───── DATA

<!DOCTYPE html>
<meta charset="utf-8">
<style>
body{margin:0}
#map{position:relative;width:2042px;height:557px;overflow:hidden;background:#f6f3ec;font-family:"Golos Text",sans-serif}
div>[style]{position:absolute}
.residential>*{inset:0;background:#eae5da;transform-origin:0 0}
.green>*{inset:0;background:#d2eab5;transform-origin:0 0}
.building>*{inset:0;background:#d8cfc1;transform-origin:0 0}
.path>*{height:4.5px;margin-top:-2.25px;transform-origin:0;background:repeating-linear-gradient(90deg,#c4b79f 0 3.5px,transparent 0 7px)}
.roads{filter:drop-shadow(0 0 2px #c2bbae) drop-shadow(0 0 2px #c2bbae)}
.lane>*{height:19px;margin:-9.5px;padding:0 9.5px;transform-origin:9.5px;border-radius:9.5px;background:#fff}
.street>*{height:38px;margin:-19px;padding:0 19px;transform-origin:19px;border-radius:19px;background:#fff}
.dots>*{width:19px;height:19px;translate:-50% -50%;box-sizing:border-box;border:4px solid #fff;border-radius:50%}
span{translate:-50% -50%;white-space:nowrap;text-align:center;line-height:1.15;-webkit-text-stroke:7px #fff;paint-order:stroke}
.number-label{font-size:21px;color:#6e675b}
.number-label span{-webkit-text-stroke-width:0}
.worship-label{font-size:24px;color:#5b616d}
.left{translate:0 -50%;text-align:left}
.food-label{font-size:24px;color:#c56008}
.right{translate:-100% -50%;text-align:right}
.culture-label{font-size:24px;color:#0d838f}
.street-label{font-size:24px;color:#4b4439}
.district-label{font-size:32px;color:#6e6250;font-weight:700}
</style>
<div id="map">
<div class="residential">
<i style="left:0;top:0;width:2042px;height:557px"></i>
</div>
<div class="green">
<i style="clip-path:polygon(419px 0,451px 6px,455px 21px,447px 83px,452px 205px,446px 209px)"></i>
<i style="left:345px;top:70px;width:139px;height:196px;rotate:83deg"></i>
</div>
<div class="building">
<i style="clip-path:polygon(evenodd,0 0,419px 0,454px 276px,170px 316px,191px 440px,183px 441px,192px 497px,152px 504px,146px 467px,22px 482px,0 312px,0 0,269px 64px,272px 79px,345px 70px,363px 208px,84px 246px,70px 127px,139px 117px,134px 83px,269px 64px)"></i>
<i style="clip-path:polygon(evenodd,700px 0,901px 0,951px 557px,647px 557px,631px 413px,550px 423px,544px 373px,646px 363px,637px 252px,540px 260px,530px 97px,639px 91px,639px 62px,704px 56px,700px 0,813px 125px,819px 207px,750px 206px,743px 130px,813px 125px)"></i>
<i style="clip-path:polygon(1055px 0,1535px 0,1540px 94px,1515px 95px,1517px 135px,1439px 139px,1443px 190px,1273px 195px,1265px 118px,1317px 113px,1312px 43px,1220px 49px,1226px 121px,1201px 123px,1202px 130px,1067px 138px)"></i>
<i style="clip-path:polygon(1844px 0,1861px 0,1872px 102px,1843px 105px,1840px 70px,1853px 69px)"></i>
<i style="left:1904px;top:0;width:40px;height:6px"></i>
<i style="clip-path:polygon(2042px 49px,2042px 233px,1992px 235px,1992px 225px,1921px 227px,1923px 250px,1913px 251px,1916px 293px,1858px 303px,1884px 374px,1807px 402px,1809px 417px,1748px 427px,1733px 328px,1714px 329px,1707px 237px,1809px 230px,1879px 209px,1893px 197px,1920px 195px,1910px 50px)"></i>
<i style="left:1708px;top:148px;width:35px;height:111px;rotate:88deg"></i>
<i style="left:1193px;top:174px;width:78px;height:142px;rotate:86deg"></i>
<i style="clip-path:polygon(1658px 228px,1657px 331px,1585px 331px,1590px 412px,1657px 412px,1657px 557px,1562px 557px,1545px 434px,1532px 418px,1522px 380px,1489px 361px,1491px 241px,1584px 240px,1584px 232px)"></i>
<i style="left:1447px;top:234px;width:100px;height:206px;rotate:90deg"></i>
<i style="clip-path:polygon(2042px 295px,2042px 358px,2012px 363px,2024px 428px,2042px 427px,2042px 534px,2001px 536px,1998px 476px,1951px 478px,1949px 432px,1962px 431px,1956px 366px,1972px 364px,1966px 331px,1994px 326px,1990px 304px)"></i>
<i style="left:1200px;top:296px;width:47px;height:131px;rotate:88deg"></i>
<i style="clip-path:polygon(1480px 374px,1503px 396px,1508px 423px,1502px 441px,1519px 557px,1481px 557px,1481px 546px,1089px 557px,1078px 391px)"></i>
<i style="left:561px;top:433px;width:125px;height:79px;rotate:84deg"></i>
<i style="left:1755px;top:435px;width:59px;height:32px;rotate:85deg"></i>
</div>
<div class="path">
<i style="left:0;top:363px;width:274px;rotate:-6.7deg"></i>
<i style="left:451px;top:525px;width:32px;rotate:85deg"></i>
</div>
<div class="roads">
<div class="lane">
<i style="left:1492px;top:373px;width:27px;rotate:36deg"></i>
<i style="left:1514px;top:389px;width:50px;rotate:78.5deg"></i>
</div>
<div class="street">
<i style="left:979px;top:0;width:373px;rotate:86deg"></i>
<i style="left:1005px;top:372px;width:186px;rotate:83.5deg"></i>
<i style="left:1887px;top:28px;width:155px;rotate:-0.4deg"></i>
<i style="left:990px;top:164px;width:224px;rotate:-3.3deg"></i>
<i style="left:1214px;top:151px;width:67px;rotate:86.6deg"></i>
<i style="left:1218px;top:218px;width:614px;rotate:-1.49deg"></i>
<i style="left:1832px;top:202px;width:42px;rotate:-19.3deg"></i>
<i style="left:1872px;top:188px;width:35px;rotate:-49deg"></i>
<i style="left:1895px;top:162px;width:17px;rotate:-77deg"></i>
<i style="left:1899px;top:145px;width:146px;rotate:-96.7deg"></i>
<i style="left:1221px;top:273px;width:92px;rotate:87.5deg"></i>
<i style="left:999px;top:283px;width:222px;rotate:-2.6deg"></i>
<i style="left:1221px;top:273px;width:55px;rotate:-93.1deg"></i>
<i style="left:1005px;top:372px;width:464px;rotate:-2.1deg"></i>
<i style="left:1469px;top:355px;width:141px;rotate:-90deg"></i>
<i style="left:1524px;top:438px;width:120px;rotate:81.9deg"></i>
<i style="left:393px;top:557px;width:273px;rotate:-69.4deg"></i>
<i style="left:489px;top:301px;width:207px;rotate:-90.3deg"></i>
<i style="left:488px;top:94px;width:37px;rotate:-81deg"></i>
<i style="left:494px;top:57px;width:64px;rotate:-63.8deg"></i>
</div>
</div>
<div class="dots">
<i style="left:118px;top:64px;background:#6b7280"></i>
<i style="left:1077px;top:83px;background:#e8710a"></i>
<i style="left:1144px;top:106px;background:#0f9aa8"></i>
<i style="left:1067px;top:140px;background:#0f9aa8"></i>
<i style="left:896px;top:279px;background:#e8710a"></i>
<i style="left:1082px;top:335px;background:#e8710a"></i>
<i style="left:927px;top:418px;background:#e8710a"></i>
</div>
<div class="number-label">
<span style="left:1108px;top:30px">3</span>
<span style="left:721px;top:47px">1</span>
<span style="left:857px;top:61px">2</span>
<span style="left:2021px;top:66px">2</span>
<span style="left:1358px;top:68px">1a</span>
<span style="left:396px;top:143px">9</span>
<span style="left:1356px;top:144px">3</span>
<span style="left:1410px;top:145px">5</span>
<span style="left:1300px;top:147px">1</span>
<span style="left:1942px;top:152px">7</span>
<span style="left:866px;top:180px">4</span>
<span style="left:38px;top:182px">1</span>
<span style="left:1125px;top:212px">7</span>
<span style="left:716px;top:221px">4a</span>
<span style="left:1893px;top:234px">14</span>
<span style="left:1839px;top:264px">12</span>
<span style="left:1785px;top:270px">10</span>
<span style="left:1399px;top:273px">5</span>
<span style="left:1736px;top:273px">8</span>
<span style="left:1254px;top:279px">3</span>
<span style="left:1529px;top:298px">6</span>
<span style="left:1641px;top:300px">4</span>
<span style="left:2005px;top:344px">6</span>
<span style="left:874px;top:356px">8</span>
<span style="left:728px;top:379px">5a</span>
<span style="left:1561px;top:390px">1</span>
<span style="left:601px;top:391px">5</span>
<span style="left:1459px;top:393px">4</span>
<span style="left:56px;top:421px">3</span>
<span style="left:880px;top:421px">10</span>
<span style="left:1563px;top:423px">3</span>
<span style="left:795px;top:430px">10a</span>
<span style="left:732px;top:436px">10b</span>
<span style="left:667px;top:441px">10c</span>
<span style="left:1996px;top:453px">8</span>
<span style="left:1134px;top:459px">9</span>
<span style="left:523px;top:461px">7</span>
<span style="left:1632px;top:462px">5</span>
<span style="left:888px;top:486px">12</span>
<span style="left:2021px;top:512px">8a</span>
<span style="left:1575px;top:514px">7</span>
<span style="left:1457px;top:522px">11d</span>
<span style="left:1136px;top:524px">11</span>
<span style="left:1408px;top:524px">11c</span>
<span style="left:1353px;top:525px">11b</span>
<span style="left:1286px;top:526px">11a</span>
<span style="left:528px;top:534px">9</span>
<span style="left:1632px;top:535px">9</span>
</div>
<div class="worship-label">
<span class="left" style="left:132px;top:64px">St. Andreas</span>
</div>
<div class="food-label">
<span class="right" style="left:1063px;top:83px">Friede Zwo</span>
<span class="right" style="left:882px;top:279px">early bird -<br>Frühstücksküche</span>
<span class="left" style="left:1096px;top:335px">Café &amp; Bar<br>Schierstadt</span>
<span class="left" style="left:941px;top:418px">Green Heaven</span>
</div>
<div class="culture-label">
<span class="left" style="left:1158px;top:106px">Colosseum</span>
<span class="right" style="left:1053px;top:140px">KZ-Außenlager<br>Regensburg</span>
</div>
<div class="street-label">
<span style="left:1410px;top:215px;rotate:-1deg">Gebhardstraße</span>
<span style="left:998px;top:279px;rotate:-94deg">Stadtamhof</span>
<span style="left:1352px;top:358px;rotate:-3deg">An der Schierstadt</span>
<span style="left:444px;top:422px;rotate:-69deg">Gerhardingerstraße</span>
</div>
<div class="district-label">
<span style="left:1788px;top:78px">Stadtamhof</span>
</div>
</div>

──────────

WHAT THE TASK ASKS: All lines holding the word "lane" must be copied from the data.

RESPONSE AREA:
.lane>*{height:19px;margin:-9.5px;padding:0 9.5px;transform-origin:9.5px;border-radius:9.5px;background:#fff}
<div class="lane">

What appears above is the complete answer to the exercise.